President Trump promised fair treatment for Canada in discussions over US tariffs, though there was uncertainty about broader trade negotiations involving Mexico. This coincided with the Bank of Canada reducing its overnight policy rate by 25 basis points to 2.50% in response to a slowing economy and easing inflation, marking its first rate cut after a six-month pause.
The Impact Of Canadian Dollar
The Canadian Dollar’s value is primarily impacted by the Bank of Canada’s interest rates, oil prices, and the overall health of its economy. Economic data such as GDP and employment reports further influence its strength. The role of Canada’s trade balance, juxtaposed against fluctuating oil prices, considerably affects its currency. Higher oil prices often boost the Canadian Dollar by improving trade balances, while lower prices generally exert a negative impact.
The Federal Reserve’s dovish stance is the main story, suggesting more rate cuts before the year is out. This is weighing on the US Dollar, especially with the ongoing government shutdown creating political uncertainty. We see this putting continued downward pressure on the USD/CAD pair in the near term.
However, we must remember the Bank of Canada is also in an easing cycle, having cut rates to 2.50% last month due to a weakening economy. This sets up a dynamic where both central banks are looking to cut, limiting how far the pair might fall. The key question is which central bank will be more aggressive in its dovish policy.
Recent data supports this dovish outlook from both sides, making the situation complex. The latest US Consumer Price Index for September 2025 cooled to 2.8%, justifying the Fed’s position, while last week’s Canadian Labour Force Survey showed a surprise loss of 15,000 jobs.

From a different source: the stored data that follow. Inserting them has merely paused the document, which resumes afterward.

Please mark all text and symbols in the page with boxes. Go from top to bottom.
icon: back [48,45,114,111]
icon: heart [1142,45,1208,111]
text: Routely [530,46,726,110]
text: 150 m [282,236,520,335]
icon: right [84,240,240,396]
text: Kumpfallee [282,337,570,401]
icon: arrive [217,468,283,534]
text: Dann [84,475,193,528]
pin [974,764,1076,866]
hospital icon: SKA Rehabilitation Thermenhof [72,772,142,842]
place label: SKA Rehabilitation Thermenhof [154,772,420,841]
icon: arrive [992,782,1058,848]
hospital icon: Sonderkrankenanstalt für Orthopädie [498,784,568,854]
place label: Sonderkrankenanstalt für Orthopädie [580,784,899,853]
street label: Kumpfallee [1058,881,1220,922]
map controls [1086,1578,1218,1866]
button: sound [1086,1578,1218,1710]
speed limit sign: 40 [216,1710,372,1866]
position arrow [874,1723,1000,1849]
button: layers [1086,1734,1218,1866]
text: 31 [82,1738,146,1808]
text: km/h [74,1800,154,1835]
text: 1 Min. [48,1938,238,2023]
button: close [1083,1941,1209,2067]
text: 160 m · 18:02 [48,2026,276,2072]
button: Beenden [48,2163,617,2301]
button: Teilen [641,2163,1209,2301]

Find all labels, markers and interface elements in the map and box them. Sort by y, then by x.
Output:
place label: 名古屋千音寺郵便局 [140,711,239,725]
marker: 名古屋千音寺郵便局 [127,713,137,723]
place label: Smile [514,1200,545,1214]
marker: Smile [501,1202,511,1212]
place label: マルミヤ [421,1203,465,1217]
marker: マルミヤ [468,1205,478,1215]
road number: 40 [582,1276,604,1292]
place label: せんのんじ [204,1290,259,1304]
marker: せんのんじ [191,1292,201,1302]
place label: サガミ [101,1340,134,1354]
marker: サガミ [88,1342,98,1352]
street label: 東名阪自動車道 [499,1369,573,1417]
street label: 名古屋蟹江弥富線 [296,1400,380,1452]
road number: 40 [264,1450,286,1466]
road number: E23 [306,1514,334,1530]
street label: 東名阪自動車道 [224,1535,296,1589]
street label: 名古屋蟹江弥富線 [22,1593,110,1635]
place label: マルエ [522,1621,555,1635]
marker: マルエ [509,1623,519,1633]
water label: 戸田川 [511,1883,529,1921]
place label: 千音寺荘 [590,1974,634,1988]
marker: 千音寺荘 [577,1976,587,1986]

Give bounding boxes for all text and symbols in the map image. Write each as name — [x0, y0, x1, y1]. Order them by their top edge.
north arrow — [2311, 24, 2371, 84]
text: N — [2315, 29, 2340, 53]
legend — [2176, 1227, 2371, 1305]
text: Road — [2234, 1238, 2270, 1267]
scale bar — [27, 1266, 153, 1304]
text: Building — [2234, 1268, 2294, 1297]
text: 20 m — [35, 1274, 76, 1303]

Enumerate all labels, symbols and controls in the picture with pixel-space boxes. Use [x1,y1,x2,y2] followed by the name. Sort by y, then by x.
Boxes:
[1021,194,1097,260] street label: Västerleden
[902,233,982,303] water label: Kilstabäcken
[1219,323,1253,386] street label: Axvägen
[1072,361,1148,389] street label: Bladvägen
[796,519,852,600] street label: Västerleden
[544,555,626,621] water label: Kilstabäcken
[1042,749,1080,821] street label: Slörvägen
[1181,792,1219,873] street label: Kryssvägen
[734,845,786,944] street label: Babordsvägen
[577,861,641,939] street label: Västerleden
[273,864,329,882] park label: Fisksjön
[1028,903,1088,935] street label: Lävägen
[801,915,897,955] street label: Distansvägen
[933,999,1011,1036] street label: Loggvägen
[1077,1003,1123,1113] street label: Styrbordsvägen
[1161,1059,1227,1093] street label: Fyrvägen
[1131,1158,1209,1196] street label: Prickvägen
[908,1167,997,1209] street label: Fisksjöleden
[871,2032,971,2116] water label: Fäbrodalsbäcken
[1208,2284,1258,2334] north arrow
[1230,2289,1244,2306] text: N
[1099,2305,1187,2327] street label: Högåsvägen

Potential Opportunity With Options
Given this environment, buying USD/CAD put options seems like a prudent strategy for the coming weeks. This allows us to profit from a potential downward move toward the 1.3850 level while capping our risk. We are looking at options with a mid-November 2025 expiry to capture volatility from the Bank of Canada’s next meeting on October 29.
We are also watching oil prices, a key driver for the Canadian Dollar. WTI crude has slipped from over $85 to around $81.50 a barrel recently, which could act as a headwind for the loonie. This softness in oil could slow the descent of USD/CAD, making option strategies more attractive than outright short positions.
This situation feels similar to the environment we saw back in 2019 when the Fed began an easing cycle, leading to months of US Dollar weakness. We will be monitoring comments from policymakers on both sides of the border for any change in tone. Any sign that the US government shutdown is nearing a resolution could cause a sharp, albeit temporary, reversal.